▸ **WHAT THE TASK REQUIRES**
Your job with the data below: print everything from the line that holds "ctx.lineJoin = 'round';" down to the line that holds "ctx.rotate((+turn || 0) * Math.PI / 180);", ends included, exactly, and nothing else.

─── EXERCISE INPUTS

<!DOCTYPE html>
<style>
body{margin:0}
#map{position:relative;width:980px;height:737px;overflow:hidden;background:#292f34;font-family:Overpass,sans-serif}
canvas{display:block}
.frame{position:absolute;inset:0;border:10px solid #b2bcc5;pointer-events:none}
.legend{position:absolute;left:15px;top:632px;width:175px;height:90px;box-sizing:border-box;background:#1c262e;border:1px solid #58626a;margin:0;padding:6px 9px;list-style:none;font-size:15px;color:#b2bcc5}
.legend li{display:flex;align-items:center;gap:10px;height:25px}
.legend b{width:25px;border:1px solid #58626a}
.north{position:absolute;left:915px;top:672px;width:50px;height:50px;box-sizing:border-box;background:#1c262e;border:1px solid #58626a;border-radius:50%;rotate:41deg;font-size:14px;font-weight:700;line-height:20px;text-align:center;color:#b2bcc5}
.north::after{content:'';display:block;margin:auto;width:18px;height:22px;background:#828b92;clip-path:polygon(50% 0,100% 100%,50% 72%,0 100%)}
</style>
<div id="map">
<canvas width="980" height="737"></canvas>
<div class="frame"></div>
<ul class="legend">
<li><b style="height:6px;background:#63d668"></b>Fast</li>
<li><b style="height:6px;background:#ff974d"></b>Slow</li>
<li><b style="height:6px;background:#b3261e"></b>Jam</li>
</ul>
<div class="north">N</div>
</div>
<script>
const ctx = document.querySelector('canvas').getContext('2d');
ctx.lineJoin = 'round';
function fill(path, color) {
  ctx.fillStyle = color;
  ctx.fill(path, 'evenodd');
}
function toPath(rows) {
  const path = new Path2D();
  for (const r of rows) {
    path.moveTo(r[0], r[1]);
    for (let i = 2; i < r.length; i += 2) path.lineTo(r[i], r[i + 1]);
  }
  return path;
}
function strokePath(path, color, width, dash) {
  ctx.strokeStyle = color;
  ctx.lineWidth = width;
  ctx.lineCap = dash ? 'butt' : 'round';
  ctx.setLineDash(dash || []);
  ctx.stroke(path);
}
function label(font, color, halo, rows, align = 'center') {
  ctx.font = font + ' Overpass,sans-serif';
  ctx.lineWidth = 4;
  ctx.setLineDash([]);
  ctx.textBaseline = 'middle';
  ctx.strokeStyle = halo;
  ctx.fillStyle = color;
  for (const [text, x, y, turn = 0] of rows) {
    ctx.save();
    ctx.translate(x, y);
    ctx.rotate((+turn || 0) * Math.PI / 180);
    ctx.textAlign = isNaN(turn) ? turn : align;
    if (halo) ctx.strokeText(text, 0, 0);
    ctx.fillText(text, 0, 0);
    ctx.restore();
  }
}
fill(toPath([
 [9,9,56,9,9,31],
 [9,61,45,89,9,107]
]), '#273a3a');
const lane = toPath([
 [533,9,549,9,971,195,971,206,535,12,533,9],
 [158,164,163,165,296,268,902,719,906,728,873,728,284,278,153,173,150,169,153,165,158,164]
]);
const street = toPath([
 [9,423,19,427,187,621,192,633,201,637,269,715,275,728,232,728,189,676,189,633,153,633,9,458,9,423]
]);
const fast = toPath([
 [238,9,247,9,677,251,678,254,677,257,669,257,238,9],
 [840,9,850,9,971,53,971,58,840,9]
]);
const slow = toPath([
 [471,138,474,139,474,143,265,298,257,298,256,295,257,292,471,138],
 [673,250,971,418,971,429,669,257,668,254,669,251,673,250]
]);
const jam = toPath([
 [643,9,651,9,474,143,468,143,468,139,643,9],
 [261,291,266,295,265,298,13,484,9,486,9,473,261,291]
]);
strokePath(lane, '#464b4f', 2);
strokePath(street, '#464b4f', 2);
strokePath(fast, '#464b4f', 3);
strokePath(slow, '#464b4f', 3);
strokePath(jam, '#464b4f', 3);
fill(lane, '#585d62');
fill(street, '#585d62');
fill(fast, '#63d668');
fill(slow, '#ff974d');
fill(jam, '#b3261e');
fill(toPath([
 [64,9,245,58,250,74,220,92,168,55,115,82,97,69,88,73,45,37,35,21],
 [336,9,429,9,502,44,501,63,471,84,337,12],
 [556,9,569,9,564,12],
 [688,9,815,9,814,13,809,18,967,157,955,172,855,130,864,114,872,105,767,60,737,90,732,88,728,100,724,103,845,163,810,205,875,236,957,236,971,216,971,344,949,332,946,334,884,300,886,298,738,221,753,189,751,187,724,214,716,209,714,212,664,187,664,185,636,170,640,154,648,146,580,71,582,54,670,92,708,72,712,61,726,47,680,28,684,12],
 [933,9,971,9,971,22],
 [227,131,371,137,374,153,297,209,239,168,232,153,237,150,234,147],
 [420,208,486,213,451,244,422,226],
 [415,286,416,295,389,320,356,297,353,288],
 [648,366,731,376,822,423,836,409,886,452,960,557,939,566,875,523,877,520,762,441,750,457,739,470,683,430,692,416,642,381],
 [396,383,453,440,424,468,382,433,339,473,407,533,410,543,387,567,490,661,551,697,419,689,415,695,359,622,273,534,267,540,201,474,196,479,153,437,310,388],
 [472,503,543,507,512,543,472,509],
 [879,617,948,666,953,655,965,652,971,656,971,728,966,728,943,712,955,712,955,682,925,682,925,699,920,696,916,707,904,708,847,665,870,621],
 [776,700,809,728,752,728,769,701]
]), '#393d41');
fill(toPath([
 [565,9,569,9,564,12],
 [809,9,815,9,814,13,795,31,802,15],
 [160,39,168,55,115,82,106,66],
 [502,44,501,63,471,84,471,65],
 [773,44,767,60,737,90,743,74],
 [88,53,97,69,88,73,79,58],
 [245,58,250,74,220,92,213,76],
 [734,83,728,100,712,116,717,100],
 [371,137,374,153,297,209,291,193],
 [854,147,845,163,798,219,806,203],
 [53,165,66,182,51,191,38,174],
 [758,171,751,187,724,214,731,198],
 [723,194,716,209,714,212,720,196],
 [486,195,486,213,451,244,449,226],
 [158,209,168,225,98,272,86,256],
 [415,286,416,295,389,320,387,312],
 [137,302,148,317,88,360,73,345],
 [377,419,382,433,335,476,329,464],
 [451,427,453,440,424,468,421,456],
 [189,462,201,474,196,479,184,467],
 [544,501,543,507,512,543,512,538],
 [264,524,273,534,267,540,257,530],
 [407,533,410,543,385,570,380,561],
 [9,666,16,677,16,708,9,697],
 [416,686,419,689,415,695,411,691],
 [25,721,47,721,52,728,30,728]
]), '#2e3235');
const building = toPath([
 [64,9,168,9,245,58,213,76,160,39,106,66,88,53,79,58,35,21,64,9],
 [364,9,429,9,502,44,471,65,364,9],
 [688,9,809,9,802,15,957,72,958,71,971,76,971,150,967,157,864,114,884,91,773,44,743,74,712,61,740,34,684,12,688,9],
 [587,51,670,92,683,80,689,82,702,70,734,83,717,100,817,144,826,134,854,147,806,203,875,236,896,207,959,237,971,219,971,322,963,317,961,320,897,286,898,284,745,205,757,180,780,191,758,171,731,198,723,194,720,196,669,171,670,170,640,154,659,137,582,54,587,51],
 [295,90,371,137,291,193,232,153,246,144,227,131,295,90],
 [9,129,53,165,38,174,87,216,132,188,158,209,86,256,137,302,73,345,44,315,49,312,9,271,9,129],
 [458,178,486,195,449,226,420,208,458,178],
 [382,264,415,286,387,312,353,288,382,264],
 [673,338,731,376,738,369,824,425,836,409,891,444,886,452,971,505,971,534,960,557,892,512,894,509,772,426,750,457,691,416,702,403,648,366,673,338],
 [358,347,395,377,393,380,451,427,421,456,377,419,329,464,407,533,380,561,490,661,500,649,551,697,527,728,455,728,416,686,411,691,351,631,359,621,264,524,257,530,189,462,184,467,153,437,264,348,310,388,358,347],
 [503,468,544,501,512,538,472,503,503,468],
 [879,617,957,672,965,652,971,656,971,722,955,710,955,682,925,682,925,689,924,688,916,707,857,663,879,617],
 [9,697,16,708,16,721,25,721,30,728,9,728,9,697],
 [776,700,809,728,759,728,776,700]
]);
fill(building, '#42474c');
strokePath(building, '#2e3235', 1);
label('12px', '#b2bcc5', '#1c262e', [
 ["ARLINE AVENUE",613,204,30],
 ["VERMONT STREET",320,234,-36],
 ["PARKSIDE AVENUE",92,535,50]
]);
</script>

──────

▸ **FINAL ANSWER**
ctx.lineJoin = 'round';
function fill(path, color) {
  ctx.fillStyle = color;
  ctx.fill(path, 'evenodd');
}
function toPath(rows) {
  const path = new Path2D();
  for (const r of rows) {
    path.moveTo(r[0], r[1]);
    for (let i = 2; i < r.length; i += 2) path.lineTo(r[i], r[i + 1]);
  }
  return path;
}
function strokePath(path, color, width, dash) {
  ctx.strokeStyle = color;
  ctx.lineWidth = width;
  ctx.lineCap = dash ? 'butt' : 'round';
  ctx.setLineDash(dash || []);
  ctx.stroke(path);
}
function label(font, color, halo, rows, align = 'center') {
  ctx.font = font + ' Overpass,sans-serif';
  ctx.lineWidth = 4;
  ctx.setLineDash([]);
  ctx.textBaseline = 'middle';
  ctx.strokeStyle = halo;
  ctx.fillStyle = color;
  for (const [text, x, y, turn = 0] of rows) {
    ctx.save();
    ctx.translate(x, y);
    ctx.rotate((+turn || 0) * Math.PI / 180);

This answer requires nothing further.